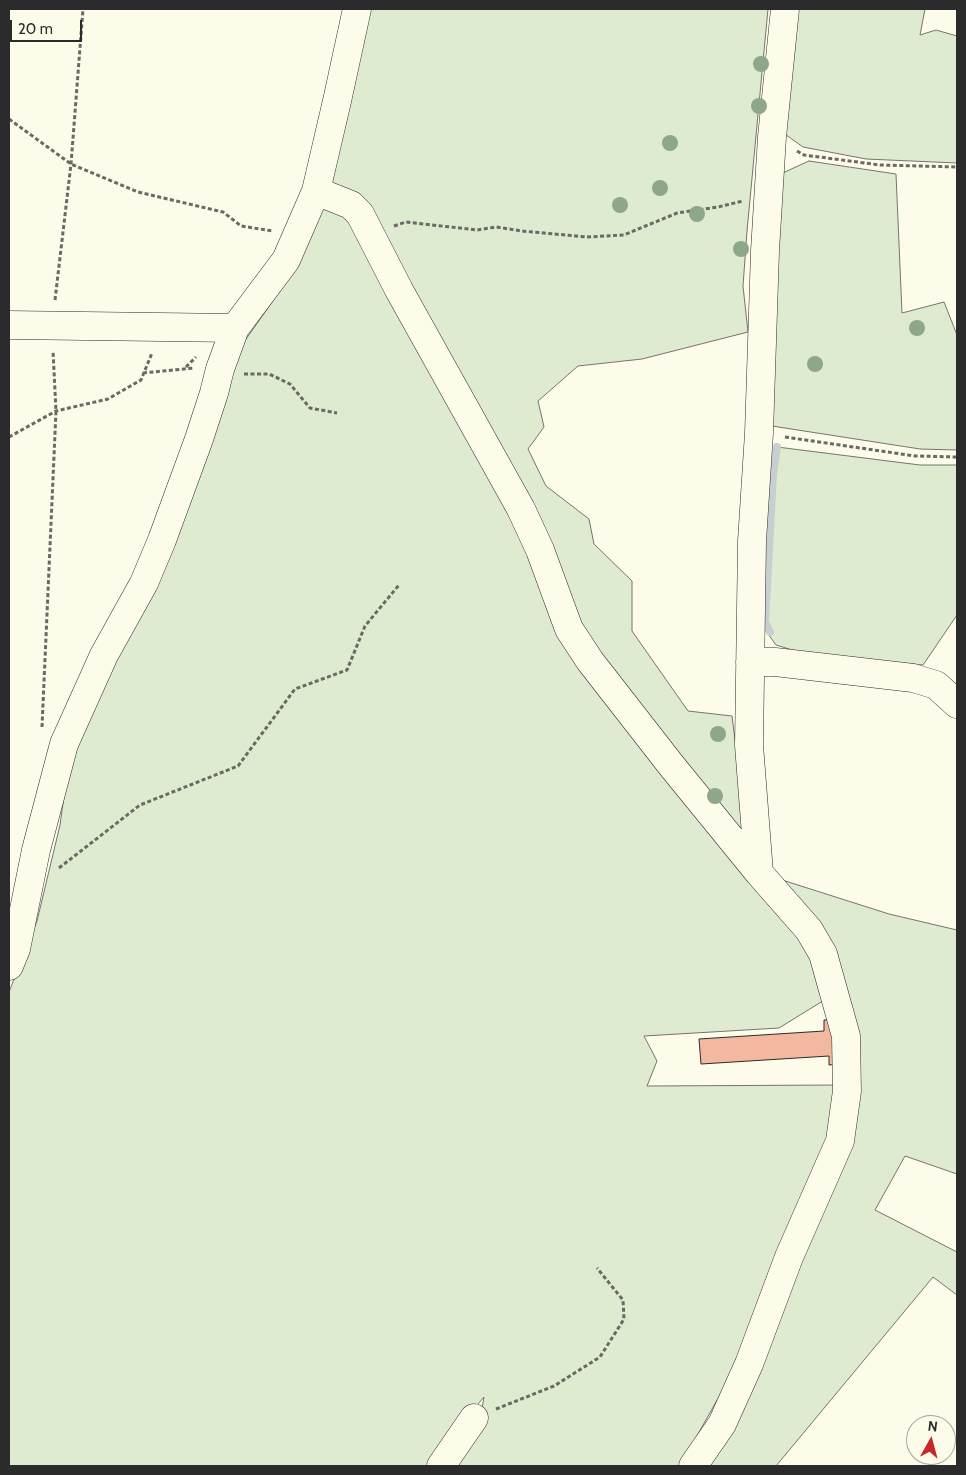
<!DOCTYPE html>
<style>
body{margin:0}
#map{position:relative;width:966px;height:1475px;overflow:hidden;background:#fdfbea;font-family:Cabin,sans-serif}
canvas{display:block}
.frame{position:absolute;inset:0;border:10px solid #2b2b2b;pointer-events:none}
.north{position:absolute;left:906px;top:1415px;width:50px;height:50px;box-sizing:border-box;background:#fdfbea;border:1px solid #a9a89e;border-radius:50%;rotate:7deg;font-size:14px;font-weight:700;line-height:20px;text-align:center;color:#2b2b2b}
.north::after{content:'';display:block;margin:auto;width:18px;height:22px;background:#c62828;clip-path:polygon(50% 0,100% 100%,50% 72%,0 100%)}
.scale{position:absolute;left:10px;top:20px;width:72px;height:22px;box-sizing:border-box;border:2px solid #2b2b2b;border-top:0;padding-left:6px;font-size:15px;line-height:18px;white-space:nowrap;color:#2b2b2b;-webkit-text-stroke:4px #fdfbea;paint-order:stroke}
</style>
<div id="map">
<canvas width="966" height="1475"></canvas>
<div class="frame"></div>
<div class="north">N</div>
<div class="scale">20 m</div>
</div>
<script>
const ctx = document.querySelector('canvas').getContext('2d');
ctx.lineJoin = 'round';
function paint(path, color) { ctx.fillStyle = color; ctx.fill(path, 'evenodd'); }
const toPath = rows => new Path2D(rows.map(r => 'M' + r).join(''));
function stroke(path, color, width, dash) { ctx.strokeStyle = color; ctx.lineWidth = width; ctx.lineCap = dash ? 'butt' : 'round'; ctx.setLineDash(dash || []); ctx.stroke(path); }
const green = toPath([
 [369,9,768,9,747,231,743,286,748,332,642,359,578,366,538,401,544,427,528,449,546,486,589,519,594,544,632,581,632,631,688,711,732,716,747,835,731,827,575,625,404,289,324,186,369,9],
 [793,9,925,9,920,35,936,30,957,36,957,163,866,159,803,147,782,132,793,9],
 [809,161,896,174,902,313,944,302,957,335,957,450,920,449,772,426,776,176,809,161],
 [318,204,350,212,528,538,562,631,812,943,826,999,779,1028,644,1036,657,1061,647,1086,837,1085,836,1135,752,1338,680,1466,450,1466,479,1425,484,1397,453,1433,432,1466,9,1466,9,992,37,921,60,825,68,767,234,356,292,274,318,204],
 [777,447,920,465,957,465,957,615,923,665,812,656,776,645,757,619,777,447],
 [779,879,889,914,957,930,957,1174,905,1156,875,1210,957,1252,957,1295,933,1277,776,1466,704,1466,804,1245,857,1041,779,879]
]);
const stream = toPath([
 [770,632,765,622,773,475,777,447]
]);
const building = toPath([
 [837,1019,840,1064,829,1065,829,1056,701,1064,699,1039,824,1031,824,1020,837,1019]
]);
const path = toPath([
 [9,119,71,164,138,192,223,212,241,226,273,231],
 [797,151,804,155,880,165,957,167],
 [394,226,406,222,477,230,496,227,522,231,587,237,624,235,677,213,718,207,743,201],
 [55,300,71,164,83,9],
 [186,367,196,357],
 [143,373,194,368],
 [244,374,269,374,290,384,310,408,337,413],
 [9,437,56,411,108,399,141,380,152,353],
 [785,437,915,456,957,457],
 [42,727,56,411,53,351],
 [59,868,140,805,238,766,295,689,347,670,365,626,399,585],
 [496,1409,554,1386,600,1357,624,1319,623,1300,597,1268]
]);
const minor = toPath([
 [316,191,351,205,360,214,399,290,521,509,540,550,569,629,590,661,671,765,759,873,809,930,823,954,846,1036,847,1091,840,1141,789,1257,749,1364,722,1424,693,1466],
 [9,325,235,328],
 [750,662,775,662,913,678,936,685,957,704],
 [759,873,749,745,752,541,759,433,765,251,772,137,785,9],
 [9,966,16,949,36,850,64,744,104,655,144,583,162,540,199,439,214,393,220,369,235,328,286,260,316,191,337,101,357,9],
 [441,1466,474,1418]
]);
const trees = [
 [761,64],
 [759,106],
 [670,143],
 [660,188],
 [620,205],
 [697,214],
 [741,249],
 [917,328],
 [815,364],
 [718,734],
 [715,796]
];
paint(green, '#deebd1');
stroke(green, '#74746e', 1);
stroke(stream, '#c7d0d0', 8);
paint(building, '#f2b8a0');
stroke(building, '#2b2b2b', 1);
stroke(minor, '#2b2b2b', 29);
stroke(path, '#6a6964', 3, [4, 2.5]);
stroke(minor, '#fdfbea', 28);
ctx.fillStyle = '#8ea78a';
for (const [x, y] of trees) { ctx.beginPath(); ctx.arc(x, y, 8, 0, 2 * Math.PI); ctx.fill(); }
</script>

Exercise: Scan the material above for the string "fillStyle". Return each line where it occurs.

Worked solution:
function paint(path, color) { ctx.fillStyle = color; ctx.fill(path, 'evenodd'); }
ctx.fillStyle = '#8ea78a';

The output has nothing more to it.